Coherently tracking the covariance matrix of an open quantum system

TL;DR

This paper introduces covariance matrix tracking (CMT) coherent observers for quantum systems, enabling simultaneous estimation of mean and covariance, which enhances quantum feedback control and information extraction.

Contribution

It develops a new class of CMT observers, deriving conditions for their existence and demonstrating their ability to track quantum properties like entanglement.

Findings

CMT observers can track both mean and covariance of quantum systems.

More restrictions are needed for CMT compared to mean tracking observers.

Design examples show CMT's potential in quantum property estimation.

Abstract

Coherent feedback control of quantum systems has demonstrable advantages over measurement-based control, but so far there has been little work done on coherent estimators and more specifically coherent observers.
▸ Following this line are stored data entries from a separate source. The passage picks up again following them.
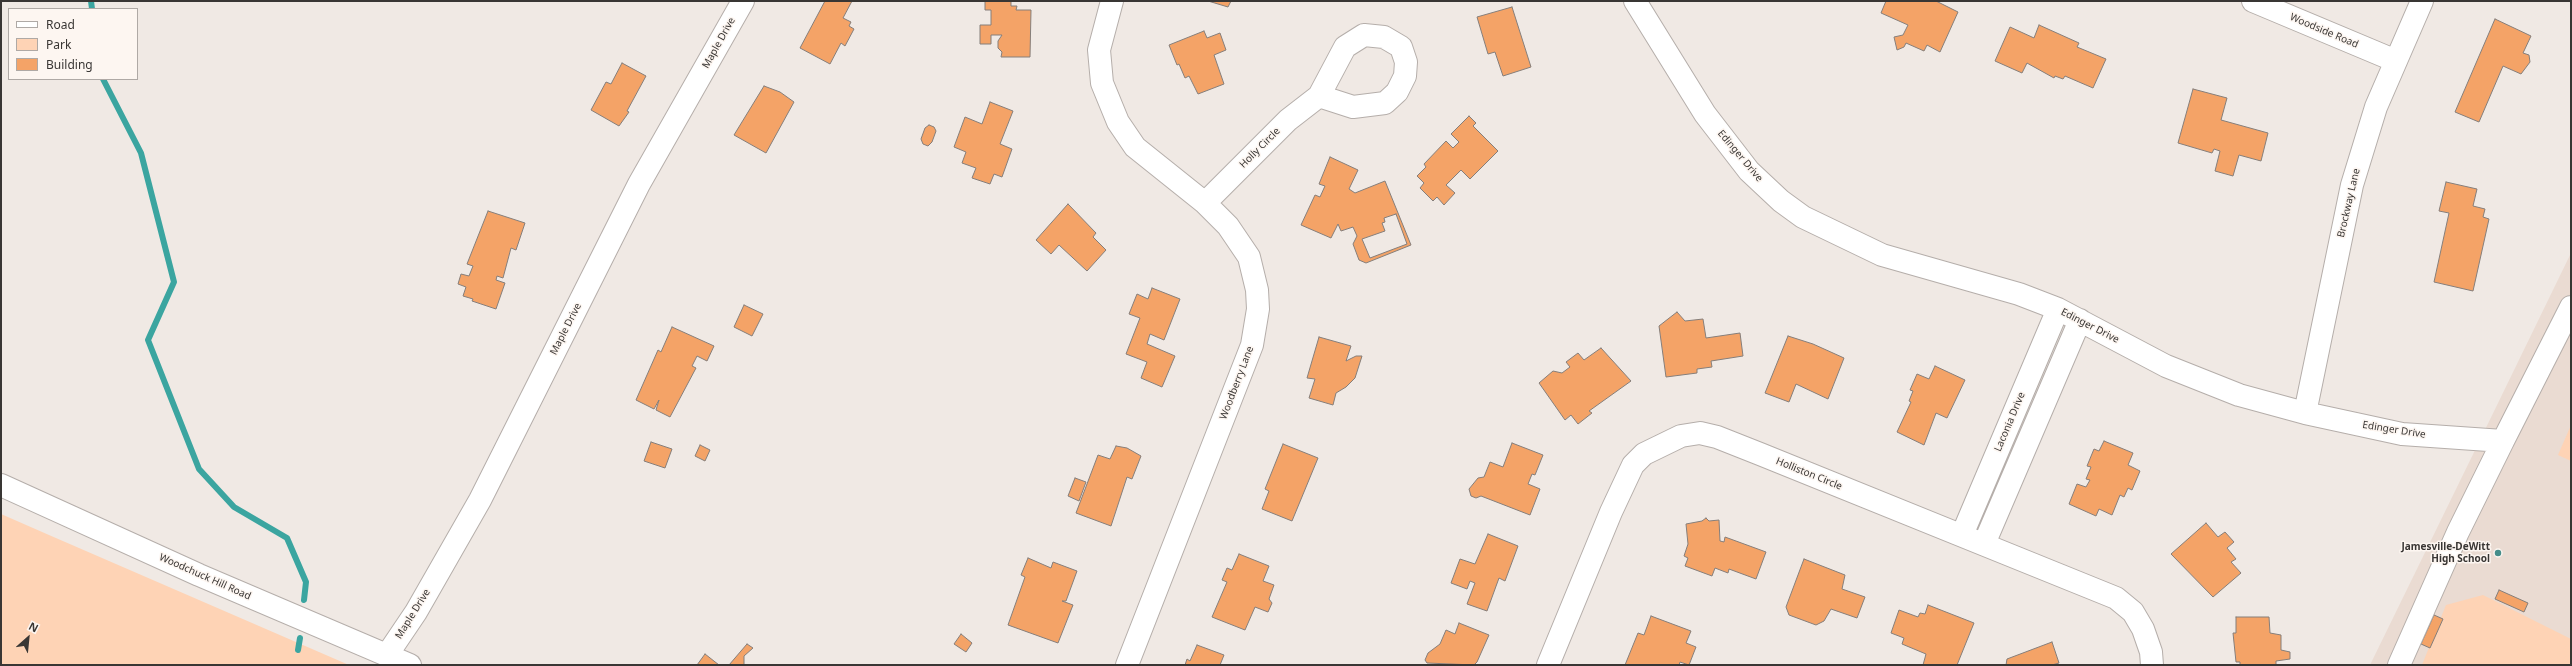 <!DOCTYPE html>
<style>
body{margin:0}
#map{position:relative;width:2572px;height:666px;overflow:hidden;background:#f0e9e4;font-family:"Noto Sans",sans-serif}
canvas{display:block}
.frame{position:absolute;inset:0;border:2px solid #393634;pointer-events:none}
.legend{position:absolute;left:8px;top:8px;width:130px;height:72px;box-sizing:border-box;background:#fdf6f1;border:1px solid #afa9a5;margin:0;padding:5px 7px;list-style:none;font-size:12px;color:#393634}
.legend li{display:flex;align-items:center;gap:8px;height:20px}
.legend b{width:20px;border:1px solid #afa9a5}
.north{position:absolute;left:8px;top:618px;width:40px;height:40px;-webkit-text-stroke:3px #fdf6f1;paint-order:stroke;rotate:27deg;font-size:11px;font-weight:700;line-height:16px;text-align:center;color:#393634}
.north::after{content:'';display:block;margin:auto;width:14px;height:18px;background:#393634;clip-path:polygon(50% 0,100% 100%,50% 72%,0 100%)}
</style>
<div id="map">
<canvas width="2572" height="666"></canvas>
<div class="frame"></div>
<ul class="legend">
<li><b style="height:5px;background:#fff"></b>Road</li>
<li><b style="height:11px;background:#fed3b5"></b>Park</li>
<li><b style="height:11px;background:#f4a367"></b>Building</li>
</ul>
<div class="north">N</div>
</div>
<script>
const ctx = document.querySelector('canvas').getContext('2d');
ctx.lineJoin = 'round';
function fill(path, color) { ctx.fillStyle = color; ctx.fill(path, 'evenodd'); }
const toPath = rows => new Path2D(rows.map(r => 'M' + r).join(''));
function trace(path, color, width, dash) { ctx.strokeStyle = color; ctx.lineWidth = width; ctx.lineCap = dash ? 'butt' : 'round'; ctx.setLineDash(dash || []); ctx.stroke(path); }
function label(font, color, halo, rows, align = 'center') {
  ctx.font = font + ' "Noto Sans",sans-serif'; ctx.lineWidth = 3; ctx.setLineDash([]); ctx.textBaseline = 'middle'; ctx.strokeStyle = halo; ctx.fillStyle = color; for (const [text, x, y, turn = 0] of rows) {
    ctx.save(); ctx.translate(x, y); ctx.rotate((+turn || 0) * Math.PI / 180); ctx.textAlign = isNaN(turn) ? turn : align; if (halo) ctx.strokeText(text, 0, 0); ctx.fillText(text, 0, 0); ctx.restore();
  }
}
fill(toPath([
 [2571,253,2571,665,2370,665,2480,440]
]), '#eadbd2');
fill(toPath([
 [2571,425,2571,461,2558,455],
 [1,514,49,535,349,665,1,665],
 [2483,595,2571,639,2571,665,2422,665,2446,605]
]), '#fed3b5');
trace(toPath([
 [91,1,92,9],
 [103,79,141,153,174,282,148,340,199,469,234,507,287,538,306,582,304,600],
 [298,650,300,638]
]), '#3ba5a0', 6);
const building = toPath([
 [825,1,852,1,843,18,851,22,849,26,854,29,845,46,841,43,830,64,800,48,825,1],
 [985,1,1011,1,1011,6,1017,6,1016,10,1031,10,1030,57,1001,57,1002,52,998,48,998,41,1002,35,991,35,991,44,980,44,980,25,991,25,991,10,985,10,985,1],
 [1208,1,1231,1,1228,7,1208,1],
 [1886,1,1936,1,1958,12,1940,52,1927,45,1924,51,1906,43,1904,47,1897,50,1894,37,1903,35,1908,25,1881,13,1886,1],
 [1512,7,1531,67,1503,76,1495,52,1488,54,1477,17,1512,7],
 [2495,19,2531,36,2523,53,2529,55,2530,62,2521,74,2503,66,2479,122,2455,112,2495,19],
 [2039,25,2079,43,2077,47,2106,59,2093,88,2065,76,2063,79,2055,76,2054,78,2027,63,2022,73,1995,61,2010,27,2034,38,2039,25],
 [1204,31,1207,38,1220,33,1226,50,1214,55,1224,84,1198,94,1189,76,1185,78,1179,64,1177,65,1169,45,1204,31],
 [622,63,646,76,627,111,629,112,619,126,591,110,606,82,611,84,622,63],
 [764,86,780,92,794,102,766,153,734,135,764,86],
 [2193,89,2227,98,2221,120,2268,133,2261,161,2239,155,2233,176,2215,171,2220,151,2214,149,2212,153,2178,143,2193,89],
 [990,102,1013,111,1000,144,1012,149,1002,177,994,174,990,184,972,178,976,168,962,163,966,152,954,147,965,117,982,124,990,102],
 [1469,116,1476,123,1473,126,1498,151,1470,179,1461,170,1446,185,1455,193,1444,205,1437,197,1433,201,1420,188,1424,183,1417,176,1426,167,1424,164,1446,141,1453,148,1459,142,1451,134,1469,116],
 [929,125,934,127,936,131,932,142,928,146,923,144,921,139,925,128,929,125],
 [1330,157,1358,170,1349,189,1355,193,1385,181,1411,245,1366,263,1359,260,1353,244,1357,236,1353,227,1341,231,1338,224,1331,238,1301,225,1315,195,1320,197,1325,186,1319,184,1330,157],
 [1396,214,1407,244,1370,258,1362,239,1385,231,1382,223,1385,222,1384,218,1396,214],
 [2446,182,2477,189,2473,206,2485,209,2483,217,2489,219,2473,291,2434,282,2449,213,2439,211,2446,182],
 [1068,204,1096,233,1093,237,1106,250,1087,271,1059,245,1051,254,1036,240,1068,204],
 [488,211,525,223,516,250,511,248,503,278,497,276,496,280,505,283,496,309,472,301,473,299,463,296,466,287,458,284,461,274,469,276,473,266,467,264,488,211],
 [1152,288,1180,299,1164,340,1150,334,1147,344,1175,356,1162,387,1141,378,1147,362,1126,354,1140,318,1129,314,1137,294,1148,299,1152,288],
 [744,305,763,314,752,336,734,327,744,305],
 [1677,312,1685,321,1703,319,1706,338,1740,333,1743,356,1711,361,1712,367,1697,369,1697,373,1666,377,1659,326,1677,312],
 [672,327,714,346,707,361,697,356,692,366,696,368,670,417,656,410,659,400,654,409,636,400,658,350,661,352,672,327],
 [1788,336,1813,344,1844,358,1828,399,1796,384,1789,402,1765,393,1788,336],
 [1319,337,1351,346,1346,361,1356,356,1362,356,1355,378,1346,387,1336,393,1333,405,1309,398,1315,379,1307,378,1319,337],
 [1601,348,1631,381,1589,411,1592,413,1578,424,1571,415,1565,420,1539,383,1553,371,1562,373,1570,367,1566,362,1578,353,1584,360,1601,348],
 [1935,366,1965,380,1947,418,1936,413,1924,445,1897,432,1911,402,1909,401,1913,391,1910,390,1917,374,1929,379,1935,366],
 [2104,441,2133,453,2128,465,2140,471,2132,490,2128,488,2124,497,2120,495,2112,515,2099,509,2096,516,2069,504,2077,484,2086,487,2090,480,2086,479,2091,467,2087,466,2094,449,2099,451,2104,441],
 [651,442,672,449,665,468,644,461,651,442],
 [1512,443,1543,455,1535,475,1532,474,1528,484,1540,489,1530,515,1481,496,1476,498,1471,496,1469,489,1478,478,1484,477,1490,462,1503,467,1512,443],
 [1283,444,1318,458,1292,521,1262,509,1269,491,1265,489,1283,444],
 [700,445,710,450,705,461,695,456,700,445],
 [1116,446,1127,448,1141,456,1132,479,1127,477,1111,526,1076,513,1098,455,1110,459,1116,446],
 [1075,478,1086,482,1079,501,1068,496,1075,478],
 [1706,518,1709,521,1719,520,1720,541,1724,542,1725,537,1766,552,1756,579,1729,569,1728,573,1715,568,1712,576,1685,566,1688,558,1684,556,1688,544,1686,524,1702,521,1706,518],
 [2206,523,2218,537,2225,532,2234,542,2227,548,2236,559,2231,562,2241,573,2213,597,2171,554,2206,523],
 [1488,534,1518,546,1505,581,1499,578,1487,611,1467,604,1475,583,1470,581,1467,589,1451,583,1460,559,1475,564,1488,534],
 [1239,554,1269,566,1263,581,1274,585,1269,599,1272,603,1268,612,1255,607,1245,630,1212,617,1227,582,1222,580,1227,568,1232,570,1239,554],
 [1028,558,1051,568,1053,562,1077,571,1066,601,1062,601,1073,605,1058,643,1008,625,1025,577,1021,575,1028,558],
 [1804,559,1845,575,1842,589,1865,597,1857,618,1831,609,1824,621,1816,625,1789,615,1786,607,1804,559],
 [2499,590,2528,603,2524,612,2495,599,2499,590],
 [1928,605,1974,623,1957,665,1923,665,1926,654,1902,644,1904,638,1891,633,1899,610,1918,617,1920,613,1925,614,1928,605],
 [2434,615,2443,619,2430,648,2421,644,2434,615],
 [1651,616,1691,631,1686,643,1696,647,1689,665,1680,662,1679,665,1625,665,1638,633,1644,635,1651,616],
 [2236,617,2269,617,2270,633,2281,635,2281,650,2290,652,2290,659,2276,661,2276,665,2240,665,2240,662,2236,662,2233,633,2236,633,2236,617],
 [1459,623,1489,635,1477,662,1474,665,1427,663,1425,660,1428,653,1440,644,1446,630,1455,634,1459,623],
 [961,634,972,643,966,652,954,644,961,634],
 [2052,642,2059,663,2052,665,2006,665,2007,659,2052,642],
 [747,644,753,648,744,656,744,665,729,665,747,644],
 [1197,645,1224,655,1220,665,1185,665,1187,659,1190,661,1197,645],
 [705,654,719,665,697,665,705,654]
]);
fill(building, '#f4a367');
trace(building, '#857e7a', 1);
const minor = toPath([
 [1112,1,1099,50,1102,83,1118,122,1135,147,1205,203,1228,226,1249,257,1257,290,1258,309,1252,345,1127,665],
 [1635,1,1705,114,1749,171,1781,201,1803,217,1882,255,2019,294,2058,309,2166,366,2239,395,2305,413,2402,434,2503,441,2571,307],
 [2253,1,2396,61],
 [1364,35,1384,37,1401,47,1406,62,1405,76,1397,92,1385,103,1353,107,1319,96,1345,47,1364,35],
 [1205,203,1288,120,1319,96],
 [2305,413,2352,185,2376,107,2422,1],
 [1,485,199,575,410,665],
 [1962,535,2058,309],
 [1984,544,2080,320],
 [387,655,416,612,480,500,639,184,743,1],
 [1548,665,1611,512,1633,465,1644,454,1681,436,1700,433,1717,437,1760,454,2116,598,2133,612,2143,629,2151,652,2152,665],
 [2399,665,2458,532,2503,441]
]);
trace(minor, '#b5aeaa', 24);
trace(minor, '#fff', 22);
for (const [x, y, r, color] of [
 [2498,553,4,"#458d8a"]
]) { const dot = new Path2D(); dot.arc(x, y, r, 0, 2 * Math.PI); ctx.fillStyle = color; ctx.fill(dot); trace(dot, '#fdf6f1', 1.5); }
label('10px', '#393634', '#fdf6f1', [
 ["Woodside Road",2324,31,23],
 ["Maple Drive",719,43,-61],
 ["Holly Circle",1260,148,-45],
 ["Edinger Drive",1740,156,50],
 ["Brockway Lane",2349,203,-77],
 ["Edinger Drive",2090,326,27],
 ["Maple Drive",566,329,-63],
 ["Woodberry Lane",1237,383,-69],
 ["Laconia Drive",2010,422,-67],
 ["Edinger Drive",2394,430,9],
 ["Holliston Circle",1809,474,22],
 ["Woodchuck Hill Road",205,577,24],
 ["Maple Drive",413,614,-58]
]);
label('bold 10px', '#393634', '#fdf6f1', [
 ["Jamesville-DeWitt",2490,547],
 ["High School",2490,559]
], 'right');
</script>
Coherent observers are input the coherent output of a specified quantum plant, and are designed such that some subset of the observer and plant's expectation values converge in the asymptotic limit. We previously developed a class of mean tracking (MT) observers for open harmonic oscillators that only converged in mean position and momentum; Here we develop a class of covariance matrix tracking (CMT) coherent observers that track both the mean and covariance matrix of a quantum plant. We derive necessary and sufficient conditions for the existence of a CMT observer, and find there are more restrictions on a CMT observer than there are on a MT observer. We give examples where we demonstrate how to design a CMT observer and show it can be used to track properties like the entanglement of a plant. As the CMT observer provides more quantum information than a MT observer, we expect it will have greater application in future coherent feedback schemes mediated by coherent observers. Investigation of coherent quantum estimators and observers is important in the ongoing discussion of quantum measurement; As they provide estimation of a system's quantum state without explicit use of the measurement postulate in their derivation.